*EXERCISE BRIEF*. Of the lines in the listing below, count those containing "Drive". Provide the count and nothing else.

*DATA UNDER STUDY*.
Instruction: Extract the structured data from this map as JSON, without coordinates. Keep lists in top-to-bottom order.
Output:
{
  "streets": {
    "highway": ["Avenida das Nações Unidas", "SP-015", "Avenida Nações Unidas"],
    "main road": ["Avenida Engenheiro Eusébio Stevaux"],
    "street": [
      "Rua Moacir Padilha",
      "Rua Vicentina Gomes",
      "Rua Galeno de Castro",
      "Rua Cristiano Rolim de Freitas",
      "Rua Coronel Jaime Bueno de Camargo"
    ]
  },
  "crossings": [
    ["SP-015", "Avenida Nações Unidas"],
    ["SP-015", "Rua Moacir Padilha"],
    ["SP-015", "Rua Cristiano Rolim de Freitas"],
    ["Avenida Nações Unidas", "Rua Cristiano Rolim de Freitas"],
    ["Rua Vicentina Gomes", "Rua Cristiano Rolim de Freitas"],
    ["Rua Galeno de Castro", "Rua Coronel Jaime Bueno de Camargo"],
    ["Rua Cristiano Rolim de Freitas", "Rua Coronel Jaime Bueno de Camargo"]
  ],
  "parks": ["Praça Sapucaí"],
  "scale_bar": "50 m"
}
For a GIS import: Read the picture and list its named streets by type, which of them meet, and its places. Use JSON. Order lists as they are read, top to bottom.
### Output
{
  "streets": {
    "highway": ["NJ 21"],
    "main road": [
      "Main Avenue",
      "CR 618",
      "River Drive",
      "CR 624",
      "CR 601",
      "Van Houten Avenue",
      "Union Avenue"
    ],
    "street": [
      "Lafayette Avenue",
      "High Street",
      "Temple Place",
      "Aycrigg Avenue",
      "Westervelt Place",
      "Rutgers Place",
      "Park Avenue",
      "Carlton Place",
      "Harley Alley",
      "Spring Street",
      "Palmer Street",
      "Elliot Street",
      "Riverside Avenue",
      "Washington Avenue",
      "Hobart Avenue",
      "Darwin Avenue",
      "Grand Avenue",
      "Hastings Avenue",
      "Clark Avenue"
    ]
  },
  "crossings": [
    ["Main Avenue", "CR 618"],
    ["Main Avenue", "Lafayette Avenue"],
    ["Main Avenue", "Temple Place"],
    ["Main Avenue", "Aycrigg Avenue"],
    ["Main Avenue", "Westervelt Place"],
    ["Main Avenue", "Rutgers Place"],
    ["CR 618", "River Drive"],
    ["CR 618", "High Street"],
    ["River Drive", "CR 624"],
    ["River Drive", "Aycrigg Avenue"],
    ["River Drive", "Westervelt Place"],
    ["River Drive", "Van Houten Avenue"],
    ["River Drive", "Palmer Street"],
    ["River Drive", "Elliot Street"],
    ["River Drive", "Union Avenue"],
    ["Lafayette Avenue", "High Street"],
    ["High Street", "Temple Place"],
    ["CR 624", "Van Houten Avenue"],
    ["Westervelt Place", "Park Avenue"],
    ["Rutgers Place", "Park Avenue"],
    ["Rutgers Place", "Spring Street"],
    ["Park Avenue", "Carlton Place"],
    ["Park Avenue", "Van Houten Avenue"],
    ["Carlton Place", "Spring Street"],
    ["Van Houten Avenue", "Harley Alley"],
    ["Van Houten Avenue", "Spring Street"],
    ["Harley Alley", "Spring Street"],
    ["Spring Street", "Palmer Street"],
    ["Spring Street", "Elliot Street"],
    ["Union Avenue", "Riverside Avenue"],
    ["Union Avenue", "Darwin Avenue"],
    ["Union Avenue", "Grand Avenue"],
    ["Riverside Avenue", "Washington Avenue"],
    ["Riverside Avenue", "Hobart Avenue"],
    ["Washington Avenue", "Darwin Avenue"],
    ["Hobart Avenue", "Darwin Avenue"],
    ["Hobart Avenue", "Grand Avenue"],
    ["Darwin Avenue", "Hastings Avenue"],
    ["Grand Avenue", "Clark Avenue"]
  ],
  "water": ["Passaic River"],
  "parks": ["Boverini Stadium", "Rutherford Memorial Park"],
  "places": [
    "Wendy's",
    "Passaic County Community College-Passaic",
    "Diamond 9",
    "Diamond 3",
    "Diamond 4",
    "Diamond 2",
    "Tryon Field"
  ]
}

*ANSWER SPACE*. 9